Source data
▽
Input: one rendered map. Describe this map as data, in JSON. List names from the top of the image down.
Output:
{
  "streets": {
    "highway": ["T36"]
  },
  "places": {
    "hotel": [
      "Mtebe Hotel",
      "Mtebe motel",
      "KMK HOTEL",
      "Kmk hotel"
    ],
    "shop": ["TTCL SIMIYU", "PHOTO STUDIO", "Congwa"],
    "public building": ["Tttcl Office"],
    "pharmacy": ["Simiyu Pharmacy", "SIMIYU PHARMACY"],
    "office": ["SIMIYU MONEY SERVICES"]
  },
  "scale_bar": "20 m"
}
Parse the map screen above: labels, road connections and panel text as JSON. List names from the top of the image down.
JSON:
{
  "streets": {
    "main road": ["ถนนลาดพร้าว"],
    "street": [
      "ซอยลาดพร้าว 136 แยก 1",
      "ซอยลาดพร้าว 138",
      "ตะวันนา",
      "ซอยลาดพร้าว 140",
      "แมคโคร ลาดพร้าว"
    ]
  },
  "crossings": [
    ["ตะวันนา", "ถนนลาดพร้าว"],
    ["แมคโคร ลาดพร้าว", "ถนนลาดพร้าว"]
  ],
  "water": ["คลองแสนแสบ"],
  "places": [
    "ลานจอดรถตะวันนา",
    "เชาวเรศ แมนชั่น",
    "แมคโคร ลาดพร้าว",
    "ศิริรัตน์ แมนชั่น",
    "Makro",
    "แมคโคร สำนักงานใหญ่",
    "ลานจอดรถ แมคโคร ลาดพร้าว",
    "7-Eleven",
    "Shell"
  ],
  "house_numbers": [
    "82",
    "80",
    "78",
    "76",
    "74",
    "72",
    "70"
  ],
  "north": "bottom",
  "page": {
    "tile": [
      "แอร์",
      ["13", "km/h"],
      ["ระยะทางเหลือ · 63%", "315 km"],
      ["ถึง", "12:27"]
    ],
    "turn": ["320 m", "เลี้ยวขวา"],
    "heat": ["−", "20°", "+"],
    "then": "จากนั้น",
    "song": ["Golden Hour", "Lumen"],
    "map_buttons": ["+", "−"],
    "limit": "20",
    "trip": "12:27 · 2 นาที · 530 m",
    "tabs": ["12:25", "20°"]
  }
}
△
WHAT THE TASK REQUIRES = This exercise asks for every line of the records to be repeated exactly.

ANSWER FOR THIS EXERCISE =
Input: one rendered map. Describe this map as data, in JSON. List names from the top of the image down.
Output:
{
  "streets": {
    "highway": ["T36"]
  },
  "places": {
    "hotel": [
      "Mtebe Hotel",
      "Mtebe motel",
      "KMK HOTEL",
      "Kmk hotel"
    ],
    "shop": ["TTCL SIMIYU", "PHOTO STUDIO", "Congwa"],
    "public building": ["Tttcl Office"],
    "pharmacy": ["Simiyu Pharmacy", "SIMIYU PHARMACY"],
    "office": ["SIMIYU MONEY SERVICES"]
  },
  "scale_bar": "20 m"
}
Parse the map screen above: labels, road connections and panel text as JSON. List names from the top of the image down.
JSON:
{
  "streets": {
    "main road": ["ถนนลาดพร้าว"],
    "street": [
      "ซอยลาดพร้าว 136 แยก 1",
      "ซอยลาดพร้าว 138",
      "ตะวันนา",
      "ซอยลาดพร้าว 140",
      "แมคโคร ลาดพร้าว"
    ]
  },
  "crossings": [
    ["ตะวันนา", "ถนนลาดพร้าว"],
    ["แมคโคร ลาดพร้าว", "ถนนลาดพร้าว"]
  ],
  "water": ["คลองแสนแสบ"],
  "places": [
    "ลานจอดรถตะวันนา",
    "เชาวเรศ แมนชั่น",
    "แมคโคร ลาดพร้าว",
    "ศิริรัตน์ แมนชั่น",
    "Makro",
    "แมคโคร สำนักงานใหญ่",
    "ลานจอดรถ แมคโคร ลาดพร้าว",
    "7-Eleven",
    "Shell"
  ],
  "house_numbers": [
    "82",
    "80",
    "78",
    "76",
    "74",
    "72",
    "70"
  ],
  "north": "bottom",
  "page": {
    "tile": [
      "แอร์",
      ["13", "km/h"],
      ["ระยะทางเหลือ · 63%", "315 km"],
      ["ถึง", "12:27"]
    ],
    "turn": ["320 m", "เลี้ยวขวา"],
    "heat": ["−", "20°", "+"],
    "then": "จากนั้น",
    "song": ["Golden Hour", "Lumen"],
    "map_buttons": ["+", "−"],
    "limit": "20",
    "trip": "12:27 · 2 นาที · 530 m",
    "tabs": ["12:25", "20°"]
  }
}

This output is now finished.